### Exercise goal
Search the data for "read". Each line containing it is to be copied.

======== Data listing ========

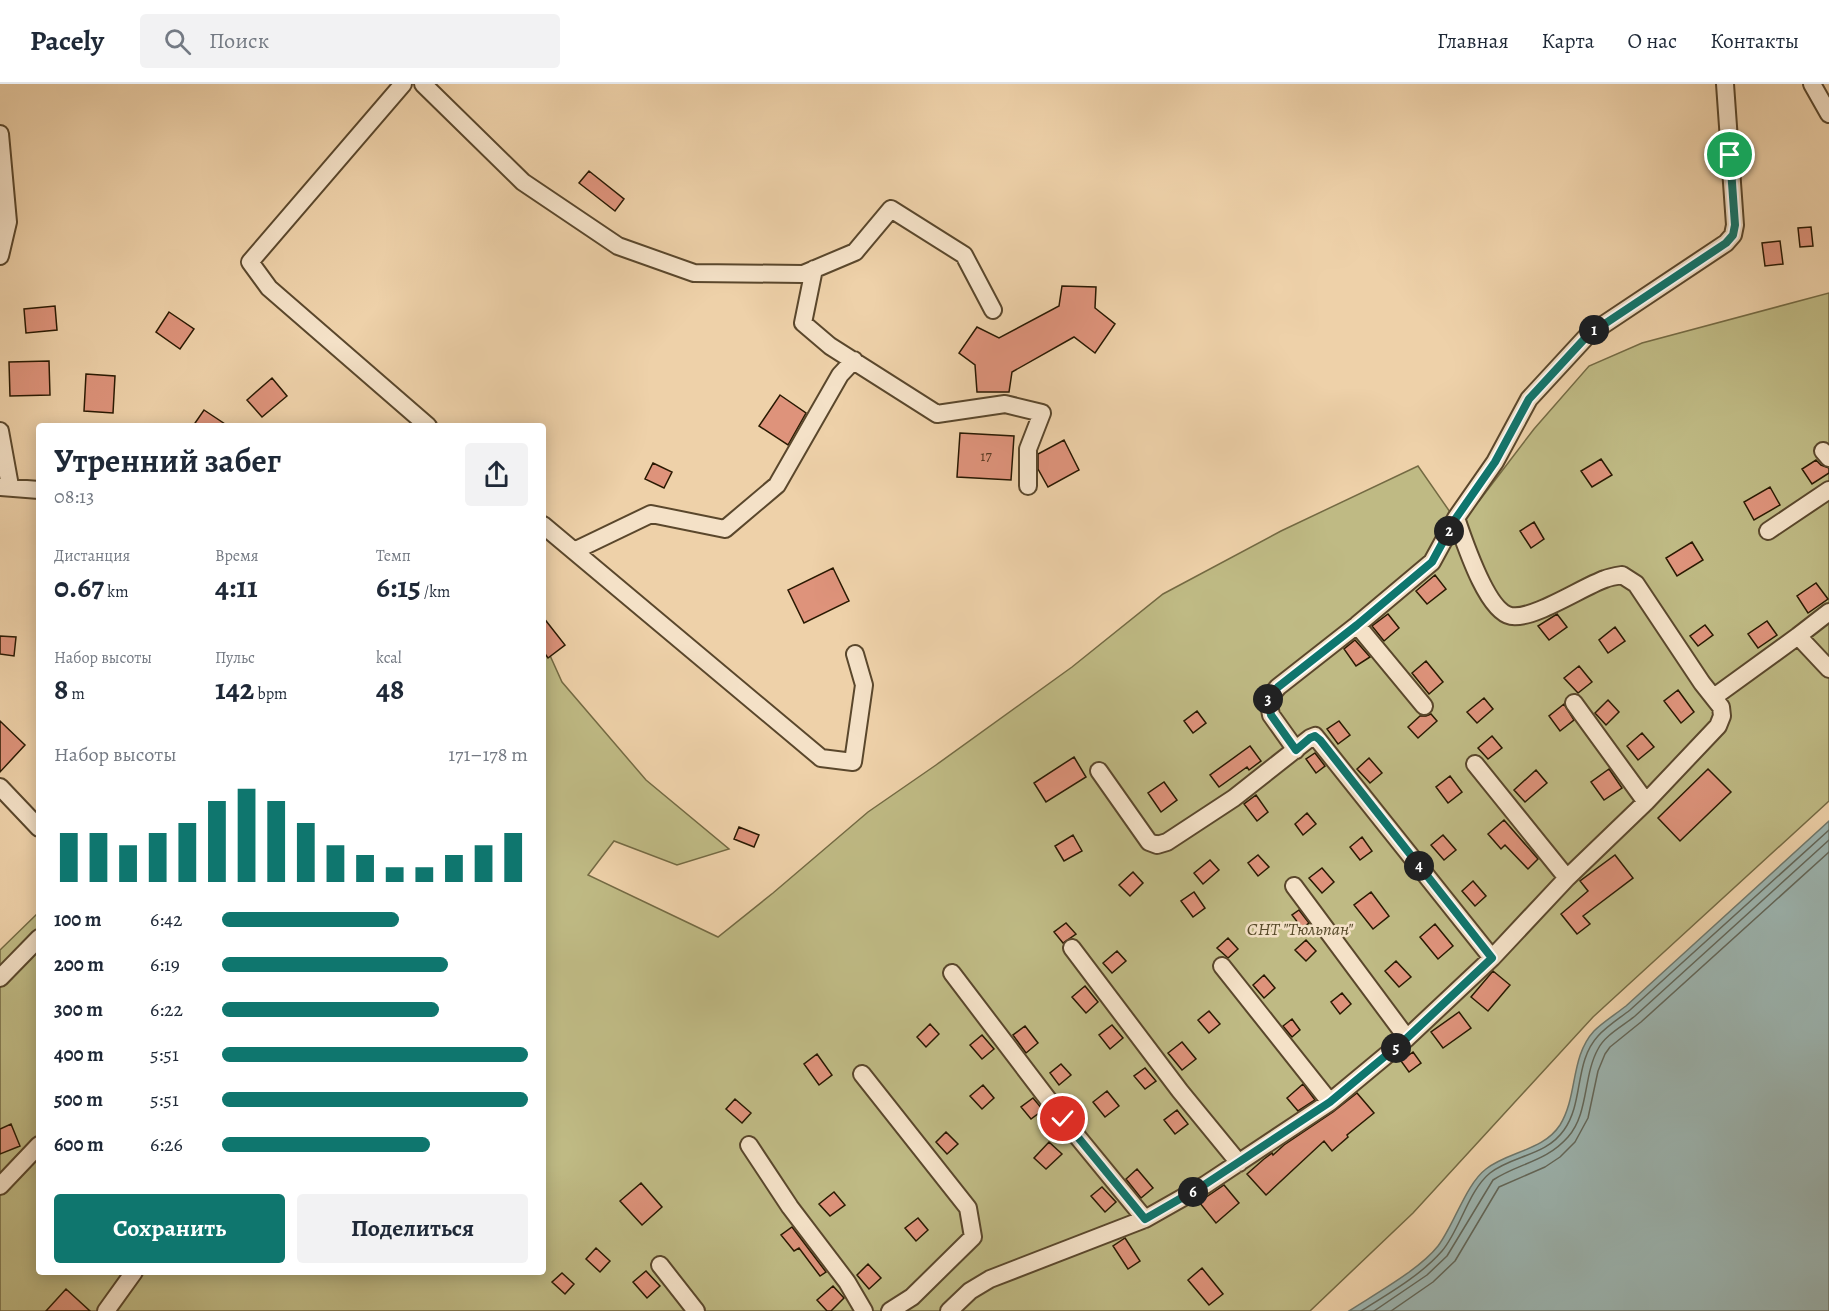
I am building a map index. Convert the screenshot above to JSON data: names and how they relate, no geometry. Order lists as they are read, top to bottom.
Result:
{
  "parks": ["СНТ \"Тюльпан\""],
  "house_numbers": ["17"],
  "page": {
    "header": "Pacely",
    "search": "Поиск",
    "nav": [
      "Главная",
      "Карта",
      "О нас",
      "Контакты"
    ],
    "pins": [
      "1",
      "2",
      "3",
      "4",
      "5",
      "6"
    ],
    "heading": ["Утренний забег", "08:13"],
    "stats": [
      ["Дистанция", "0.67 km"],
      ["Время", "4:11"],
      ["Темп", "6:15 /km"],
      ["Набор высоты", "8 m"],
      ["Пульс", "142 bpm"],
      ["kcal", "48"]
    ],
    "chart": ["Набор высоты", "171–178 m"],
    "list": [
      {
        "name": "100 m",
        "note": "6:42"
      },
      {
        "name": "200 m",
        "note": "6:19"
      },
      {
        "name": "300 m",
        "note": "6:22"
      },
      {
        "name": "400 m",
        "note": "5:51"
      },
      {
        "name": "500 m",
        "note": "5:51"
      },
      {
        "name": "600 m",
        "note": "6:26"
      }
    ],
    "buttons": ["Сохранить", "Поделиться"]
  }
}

========
======== Data listing ========

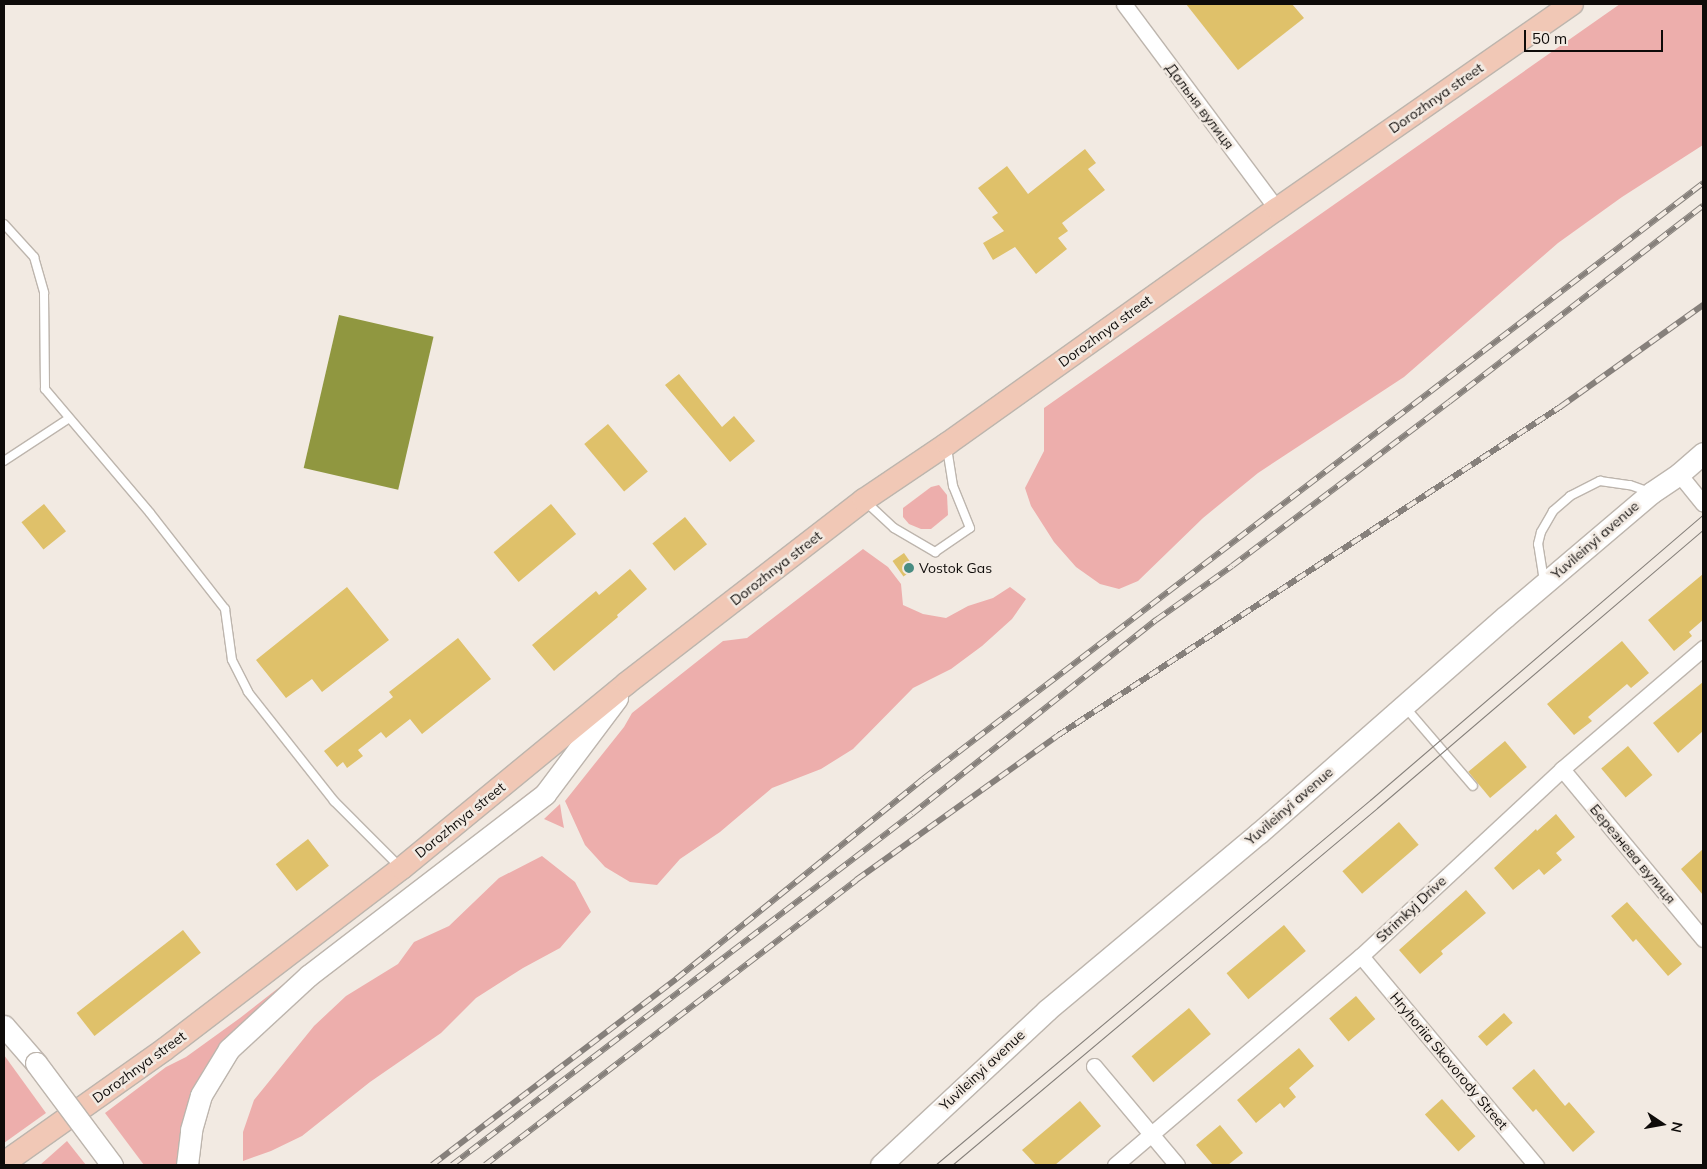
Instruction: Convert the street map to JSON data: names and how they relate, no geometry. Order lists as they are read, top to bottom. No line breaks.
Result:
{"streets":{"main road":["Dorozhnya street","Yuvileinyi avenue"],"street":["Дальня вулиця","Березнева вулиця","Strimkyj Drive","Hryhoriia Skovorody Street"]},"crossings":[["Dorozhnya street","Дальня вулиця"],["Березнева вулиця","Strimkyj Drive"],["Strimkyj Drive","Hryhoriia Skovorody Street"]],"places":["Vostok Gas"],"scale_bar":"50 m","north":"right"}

========
======== Data listing ========

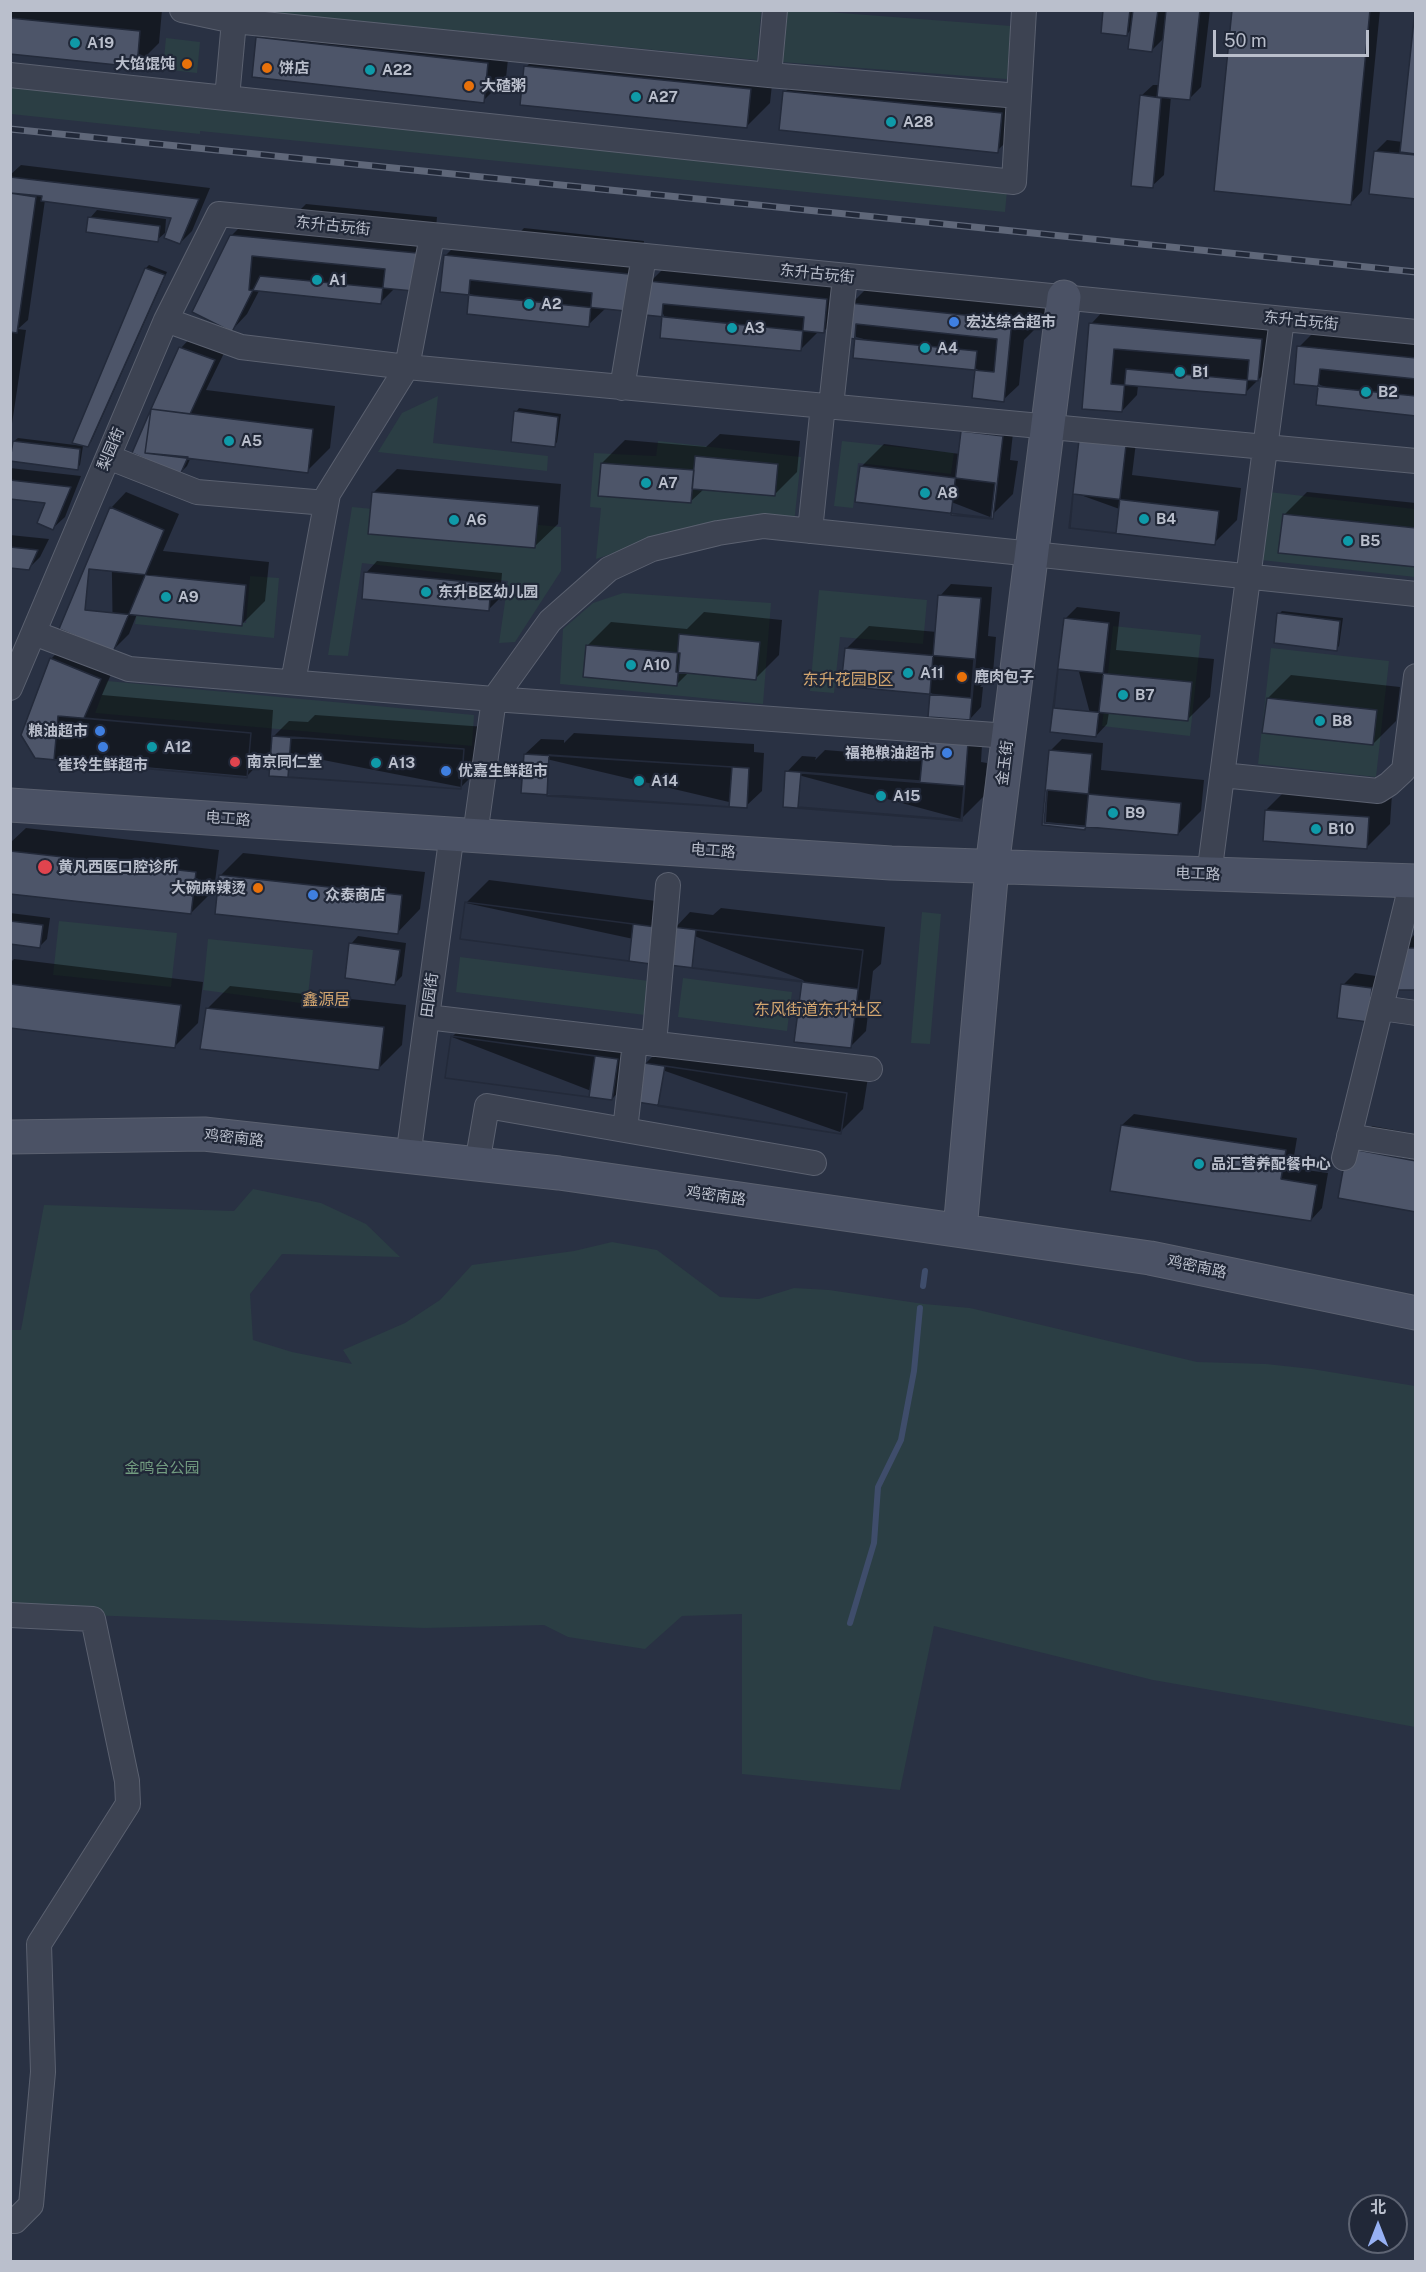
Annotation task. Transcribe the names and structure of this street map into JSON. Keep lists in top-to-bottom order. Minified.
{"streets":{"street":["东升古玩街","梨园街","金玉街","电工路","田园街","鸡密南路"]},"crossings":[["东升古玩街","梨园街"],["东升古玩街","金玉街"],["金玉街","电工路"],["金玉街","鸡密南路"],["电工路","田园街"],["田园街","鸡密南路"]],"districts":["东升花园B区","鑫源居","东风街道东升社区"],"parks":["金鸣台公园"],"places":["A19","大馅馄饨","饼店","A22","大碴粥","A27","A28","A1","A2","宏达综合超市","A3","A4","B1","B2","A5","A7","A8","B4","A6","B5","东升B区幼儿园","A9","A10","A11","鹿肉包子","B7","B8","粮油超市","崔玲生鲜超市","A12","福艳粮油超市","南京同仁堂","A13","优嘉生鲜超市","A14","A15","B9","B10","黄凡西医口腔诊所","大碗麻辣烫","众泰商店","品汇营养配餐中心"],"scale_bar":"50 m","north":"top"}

========

### Exercise solution
I am building a map index. Convert the screenshot above to JSON data: names and how they relate, no geometry. Order lists as they are read, top to bottom.
Instruction: Convert the street map to JSON data: names and how they relate, no geometry. Order lists as they are read, top to bottom. No line breaks.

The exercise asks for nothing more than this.